Il est assisté de trois corps. Le Conseil d'État, nommé par le Président, prépare les lois. Le Corps législatif, de 251 députés, élu au suffrage universel, sous la direction du Président qui désigne les candidats officiels, vote les lois qu'on lui présente. Le Sénat, de 150 membres viagers, nommé par le Président, est gardien de la Constitution; il peut rejeter les lois inconstitutionnelles et modifier la Constitution, d'accord avec le Président. Les ministres sont choisis par le Président, révoqués par lui, et ne sont plus responsables.

Il ne reste qu'un seul pouvoir responsable, c'est le Président; mais il n'est responsable devant aucun corps réel, il n'est responsable que devant le peuple, qui n'a aucun moyen d'exercer son droit.
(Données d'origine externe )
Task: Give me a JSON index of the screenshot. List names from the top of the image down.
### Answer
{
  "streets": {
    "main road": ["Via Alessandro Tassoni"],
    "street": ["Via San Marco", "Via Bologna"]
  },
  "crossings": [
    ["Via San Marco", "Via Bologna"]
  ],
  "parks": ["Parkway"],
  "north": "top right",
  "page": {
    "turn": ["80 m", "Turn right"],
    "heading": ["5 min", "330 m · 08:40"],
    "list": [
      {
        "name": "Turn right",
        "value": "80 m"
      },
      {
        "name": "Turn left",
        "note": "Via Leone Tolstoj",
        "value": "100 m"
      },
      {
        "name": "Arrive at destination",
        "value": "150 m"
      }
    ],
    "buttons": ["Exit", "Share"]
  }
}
Il ne reste qu'un seul pouvoir effectif, c'est le Président, qui exerce tous les pouvoirs, l'exécutif directement, le législatif par le moyen des corps composés de ses créatures.

Cependant, de la Révolution de 48 il se conserve une institution, le suffrage universel direct, qui s'exerce par les élections de la Chambre et le plébiscite. C'est un gouvernement personnel déguisé sous la forme d'un régime représentatif démocratique.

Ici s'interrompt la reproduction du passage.